Another example of corporate speech (UPDATED)

UPDATE:

The DC Circuit has affirmed (in R.J. Reynolds v. FDA, No. 11-5332) the decision discussed below, which ruled unconstitutional the FDA's attempt to force tobacco companies to add large, graphic images to their cigarette packaging. Mr. Gillette discussed another free speech case involving tobacco companies here.

ORIGINAL POST (3/6/2012):

We have talked a lot about whether corporations have a First Amendment right to spend unlimited amounts of money engaging in political speech.

But last week, a district court judge in Washington D.C. tackled another aspect of a corporation's First Amendment rights: the right not to speak.

The corporations in question are about the least sympathetic corporations you can imagine: tobacco companies. They filed suit objecting to new FDA rules promulgated under the Family Smoking Prevention and Tobacco Control Act, which President Obama signed in 2009. One of the provisions of the Act is a requirement that the FDA "issue regulations that require color graphics depicting the negative health consequences of smoking" take up the top 50% of both the front and back of cigarette packages.
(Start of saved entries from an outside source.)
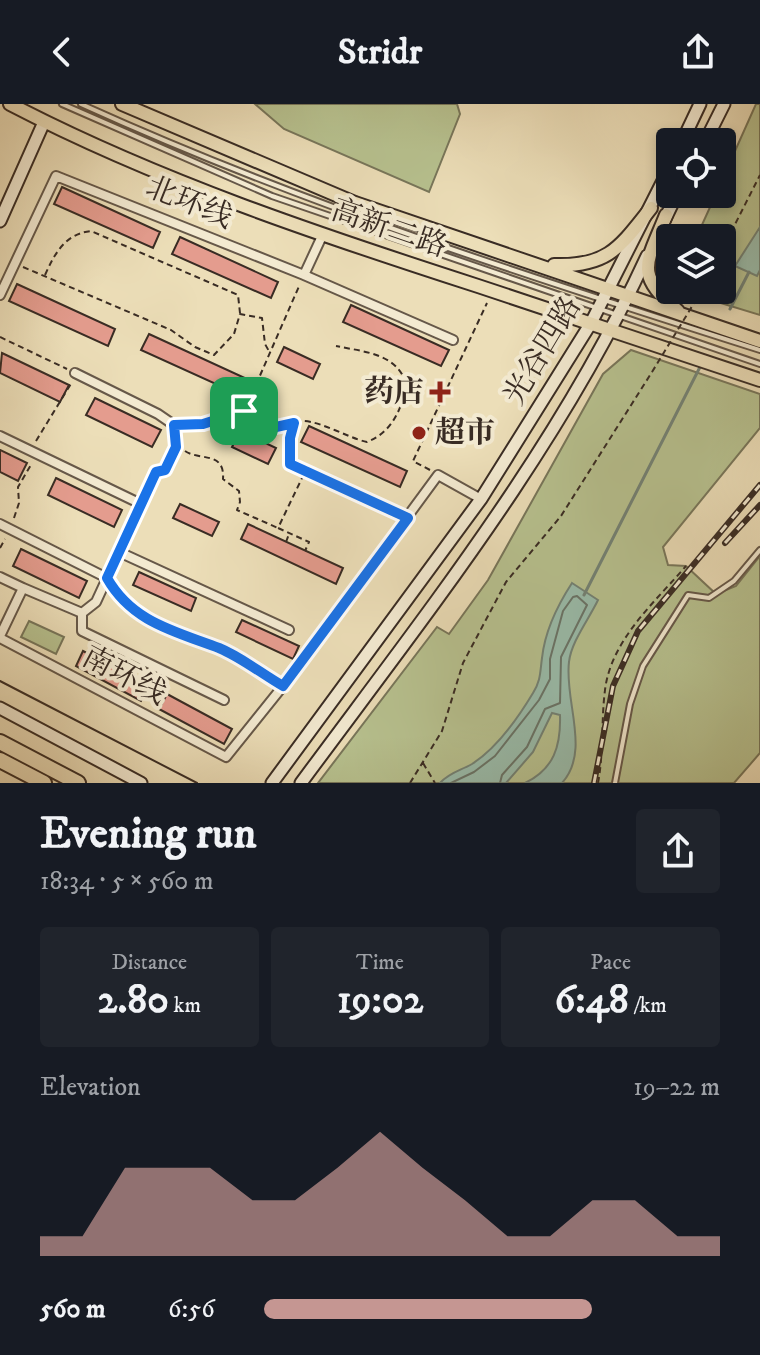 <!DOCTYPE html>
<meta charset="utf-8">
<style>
body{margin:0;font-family:"IM FELL DW Pica","Noto Serif SC",serif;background:#20242c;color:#f1f3f6;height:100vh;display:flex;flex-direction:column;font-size:30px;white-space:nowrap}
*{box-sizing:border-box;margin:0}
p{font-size:26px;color:#9ea1a6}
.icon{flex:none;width:44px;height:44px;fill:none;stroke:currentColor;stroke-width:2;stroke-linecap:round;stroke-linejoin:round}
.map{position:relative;height:679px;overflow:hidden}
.panel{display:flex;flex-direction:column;background:#171b24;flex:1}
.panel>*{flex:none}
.controls{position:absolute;left:656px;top:24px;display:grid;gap:16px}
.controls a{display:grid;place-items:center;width:80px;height:80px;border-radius:8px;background:#171b24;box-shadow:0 4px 12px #0003;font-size:40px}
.pin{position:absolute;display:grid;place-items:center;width:68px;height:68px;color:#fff;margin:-34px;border-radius:16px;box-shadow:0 4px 12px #0006}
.round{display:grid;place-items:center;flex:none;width:84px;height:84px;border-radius:8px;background:#20242c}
.headline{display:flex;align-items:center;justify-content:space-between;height:136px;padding:0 40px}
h1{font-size:44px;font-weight:700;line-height:60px}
.metrics{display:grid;grid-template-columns:repeat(3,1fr);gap:12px;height:136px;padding:8px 40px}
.metrics div{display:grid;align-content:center;border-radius:8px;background:#20242c;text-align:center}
.metrics b{font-size:40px;font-weight:700}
.metrics small{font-size:22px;font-weight:400}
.metrics p{font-size:22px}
.chart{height:224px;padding:16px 40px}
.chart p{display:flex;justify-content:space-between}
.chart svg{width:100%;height:144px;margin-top:8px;fill:#c59692;opacity:.7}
ul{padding:0 40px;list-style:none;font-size:26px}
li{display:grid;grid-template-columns:128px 96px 1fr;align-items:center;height:60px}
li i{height:20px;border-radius:10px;background:#c59692}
header{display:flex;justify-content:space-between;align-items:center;height:104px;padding:0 40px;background:#171b24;font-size:36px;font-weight:700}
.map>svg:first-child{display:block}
.green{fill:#b7c18f;stroke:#78765a;stroke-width:2}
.water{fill:#99bcab;stroke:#738275;stroke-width:2}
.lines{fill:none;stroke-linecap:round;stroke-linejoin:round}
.shore{stroke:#697468;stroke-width:2}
.stream{stroke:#738275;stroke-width:3}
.building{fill:#e49c8e;stroke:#392c24;stroke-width:2}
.service-casing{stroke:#665849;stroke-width:8}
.pedestrian-casing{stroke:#665849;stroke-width:10}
.minor-casing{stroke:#665849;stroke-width:12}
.secondary-casing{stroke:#392c24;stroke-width:15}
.primary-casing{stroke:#392c24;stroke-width:16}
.trunk-casing{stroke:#392c24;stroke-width:18}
.path{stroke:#392c24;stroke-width:2;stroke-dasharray:6 4;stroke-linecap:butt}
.service{stroke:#f3ead1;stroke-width:4}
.pedestrian{stroke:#f3ead1;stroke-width:6}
.minor{stroke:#f3ead1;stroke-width:8}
.secondary{stroke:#f3ead1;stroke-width:11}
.primary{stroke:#ecdeb8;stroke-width:12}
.trunk{stroke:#ecdeb8;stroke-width:14}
.tram{stroke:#392c24;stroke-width:2}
.rail-casing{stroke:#392c24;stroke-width:6}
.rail{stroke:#f3ead1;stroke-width:3;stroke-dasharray:9;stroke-linecap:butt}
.path-bridge{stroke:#392c24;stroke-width:2;stroke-dasharray:6 4;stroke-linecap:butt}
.route-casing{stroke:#fff;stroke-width:16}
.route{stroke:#1a73e8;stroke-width:10}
.poi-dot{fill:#8f2418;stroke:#f3ead1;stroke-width:3}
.labels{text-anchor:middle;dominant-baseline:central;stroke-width:8;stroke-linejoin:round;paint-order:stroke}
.street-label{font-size:30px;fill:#392c24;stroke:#f3ead1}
.poi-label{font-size:30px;font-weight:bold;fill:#392c24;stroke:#f3ead1;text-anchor:end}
</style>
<header><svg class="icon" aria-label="back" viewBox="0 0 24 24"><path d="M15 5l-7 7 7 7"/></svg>Stridr<svg class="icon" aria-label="share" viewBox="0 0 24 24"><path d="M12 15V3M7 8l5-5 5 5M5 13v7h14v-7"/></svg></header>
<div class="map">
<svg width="760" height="679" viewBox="0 0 760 679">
<rect width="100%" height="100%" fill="#ecdeb8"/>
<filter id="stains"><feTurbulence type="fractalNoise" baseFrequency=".0025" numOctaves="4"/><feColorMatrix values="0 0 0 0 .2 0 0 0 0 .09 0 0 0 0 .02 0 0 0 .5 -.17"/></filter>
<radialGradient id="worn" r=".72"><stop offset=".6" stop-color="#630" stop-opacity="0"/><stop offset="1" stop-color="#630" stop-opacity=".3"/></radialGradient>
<path class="green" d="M255 0H457L460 10 429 88 284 25Z
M756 0H760V211L688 189 689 186H722V134H696L716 90H722V76Z
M631 246 760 290V324L663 443 668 461 686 462 716 490 736 482 760 452V649L734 679H318L437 523 449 530 488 476 603 270Z
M29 517 64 533 56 550 21 533Z"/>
<path class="water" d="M760 123V166L757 172 735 162Z
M572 479 598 496C589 515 571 538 569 558 564 597 591 647 562 679H525C554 665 561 642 560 611L552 609 533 648 506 679H440C450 668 460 667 472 660 497 644 518 614 533 589 541 576 540 568 542 554 545 526 557 502 572 479Z"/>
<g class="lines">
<path class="shore" d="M451 679 474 668 495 652 539 596 550 575V555L563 507 573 493 577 492 587 501 561 553 560 599 545 605 527 643 502 671 500 679"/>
<path class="stream" d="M730 205 749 168
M584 491 700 263"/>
</g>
<path class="building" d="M62 83 160 128 153 144 54 100Z
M180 133 278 178 271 194 172 150Z
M17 180 115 225 108 242 9 197Z
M351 201 449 246 441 262 343 218Z
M149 230 247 275 240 291 141 246Z
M284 243 320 260 313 275 277 258Z
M2 249 69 281 60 298 0 269Z
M95 294 161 326 152 343 86 311Z
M309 322 407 367 400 383 301 338Z
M240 327 276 344 268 360 232 343Z
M0 346 27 359 18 377 0 368Z
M56 374 122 406 114 423 48 391Z
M180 400 219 418 212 432 173 414Z
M248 420 343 464 336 480 241 435Z
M21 445 87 477 79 494 13 462Z
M139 468 196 494 191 507 133 481Z
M242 516 299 542 293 555 236 528Z
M83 547 149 582 141 597 76 562Z
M167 590 232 625 224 640 159 605Z"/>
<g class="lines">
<g class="service-casing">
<path id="service" d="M62 0 272 92 760 260
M81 0C301 100 530 173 760 246
M615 679 630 600 643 562 688 491 709 494 734 477 760 446"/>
</g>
<g class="pedestrian-casing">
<path id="pedestrian" d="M174 321 203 320 244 307"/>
</g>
<g class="minor-casing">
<path id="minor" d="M304 171 323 130
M0 191 56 72 304 171 453 236
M75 269 158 310 174 321 176 343 165 366 156 368 96 498 82 509
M0 332 141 400
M0 420 107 474
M119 448 289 526
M0 473 23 484 0 532
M23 484 82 509V527L224 596
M0 534 226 653 283 582 438 371 481 395"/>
</g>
<g class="secondary-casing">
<path id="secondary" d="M682 38 700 0
M705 38 724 0
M0 117 44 18
M663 119 677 90
M0 604 141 679
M272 679 481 395 591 219 670 63
M301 679C425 511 559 344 647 152"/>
</g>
<g class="primary-casing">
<path id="primary" d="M10 0C158 77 320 131 478 182 572 213 666 245 760 276
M122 0 355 99 760 237
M666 111C647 159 633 169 678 207
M554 161C608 163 620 143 651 104"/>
</g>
<g class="trunk-casing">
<path id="trunk" d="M0 638 78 679
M0 656 44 679"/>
</g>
<path class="path" d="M722 146 760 71
M23 163 171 226 195 243 214 251 234 230 240 210 262 214 265 240 270 249
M45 171C55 149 65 130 91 127L238 191 240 209
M0 233 67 265
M248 299 300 180
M253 311 276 323 294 319 288 353 290 360 398 409
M295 318C313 312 347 334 367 338 392 328 400 307 407 283 399 249 364 248 336 242
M36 337 72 278
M185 347C200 357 225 347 223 375L239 387 240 398 237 406 278 424
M430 366 413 357 487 199
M304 370 278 424 309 438 305 447
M14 414 19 399 18 383 32 359
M286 438 289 430
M0 444 5 435
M113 485C133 522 186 530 221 545 240 554 257 567 275 578
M423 659 435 679
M410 679 442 627 463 559 506 478 561 412 652 268
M598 679C604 647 601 617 605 586 611 536 655 498 686 462"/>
<use href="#service" class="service"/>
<use href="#pedestrian" class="pedestrian"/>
<use href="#minor" class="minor"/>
<use href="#secondary" class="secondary"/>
<use href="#primary" class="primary"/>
<use href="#trunk" class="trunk"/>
<path class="tram" d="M0 577 197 679"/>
<g class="rail-casing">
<path id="rail" d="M725 439 760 401
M594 679 613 582 638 527 760 381"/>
</g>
<use href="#rail" class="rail"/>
<path class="path-bridge" d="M652 268 702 186"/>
</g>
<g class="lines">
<g class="route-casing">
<path id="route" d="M244 307 276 323 294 319 290 334V360L408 414 283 582C262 570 241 553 219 544 174 527 132 518 107 474L156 368 165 366 176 343 174 321 203 320Z"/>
</g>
<use href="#route" class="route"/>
</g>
<g class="poi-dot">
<path d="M436 276h8v8h8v8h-8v8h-8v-8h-8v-8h8z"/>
<circle cx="419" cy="329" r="8"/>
</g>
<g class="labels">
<g class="street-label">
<text transform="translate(189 99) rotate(22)">北环线</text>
<text transform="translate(389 125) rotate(19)">高新二路</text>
<text transform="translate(543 247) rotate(-59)">光谷四路</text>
<text transform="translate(124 572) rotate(28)">南环线</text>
</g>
<g class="poi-label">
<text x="424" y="288">药店</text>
<text x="435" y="329" text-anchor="start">超市</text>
</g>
</g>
<rect width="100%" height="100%" filter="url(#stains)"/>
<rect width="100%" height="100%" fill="url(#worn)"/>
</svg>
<div class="controls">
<a><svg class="icon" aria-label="locate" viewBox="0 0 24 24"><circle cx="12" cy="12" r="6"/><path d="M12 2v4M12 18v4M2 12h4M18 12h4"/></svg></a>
<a><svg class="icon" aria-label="layers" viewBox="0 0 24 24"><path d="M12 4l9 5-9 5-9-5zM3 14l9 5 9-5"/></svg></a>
</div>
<div class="pin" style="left:244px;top:307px;background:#1e9e55"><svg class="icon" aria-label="arrive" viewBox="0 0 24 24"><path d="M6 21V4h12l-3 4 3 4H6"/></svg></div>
</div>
<section class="panel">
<div class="headline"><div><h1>Evening run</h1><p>18:34 · 5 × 560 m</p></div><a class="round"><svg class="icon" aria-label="share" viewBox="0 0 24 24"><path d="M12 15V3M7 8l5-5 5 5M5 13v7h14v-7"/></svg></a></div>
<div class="metrics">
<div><p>Distance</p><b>2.80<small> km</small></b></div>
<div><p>Time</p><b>19:02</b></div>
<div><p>Pace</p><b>6:48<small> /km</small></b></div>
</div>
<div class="chart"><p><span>Elevation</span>19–22 m</p>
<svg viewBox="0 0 160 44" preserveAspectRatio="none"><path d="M0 44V38L10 38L20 17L30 17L40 17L50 27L60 27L70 17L80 6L90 17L100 27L110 38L120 38L130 27L140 27L150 38L160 38V44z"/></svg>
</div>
<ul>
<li><b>560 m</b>6:56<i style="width:72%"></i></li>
</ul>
</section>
Eventually, the FDA published nine such images, including the ones that appear inline here.

The tobacco companies objected to these images as compelled speech, in violation of the First Amendment. The law is clear that freedom of speech includes the right to refrain from speaking at all and that "[f]or corporations as for individuals, the choice to speak includes within it the choice of what not to say." Pac. Gas & Elec. Co. v.  Pub.  Utils. Comm'n of Cal., 475 U.S. 1, 16 (1986) (plurality opinion).  (The astute will notice that this decision long predates the Citizens United decision that supposedly established that corporations are people with First Amendment rights.)

The district court judge agreed with the tobacco companies. First, he dismissed the argument that the images are a kosher attempt to prevent "confusion or deception" because "the graphic images here were neither designed to protect the consumer from confusion or deception, nor to increase consumer awareness of smoking risks; rather, they were crafted to evoke a strong emotional response calculated to provoke the viewer to quit or never start smoking."

The judge then rejected the images under strict scrutiny. There was no compelling governmental interest, he said, because "although an interest in informing or educating the public about the
dangers of smoking might be compelling, an interest in simply advocating that the public
not purchase a legal product is not." And if even if there were a compelling governmental interest, the regulations were not narrowly tailored to achieve that end simply because they take up so much of the product packaging: "plaintiffs are forced to act as the Government's mouthpiece by dedicating the top 50% of the front and back of all cigarette packages manufactured and distributed in the United States to display the Government's anti-smoking message: not to purchase this product."

The government will undoubtedly appeal and may win. But it's interesting to note that there will be no argument in this case that the tobacco companies can be forced to say whatever the government wants them to say just because they are not natural persons.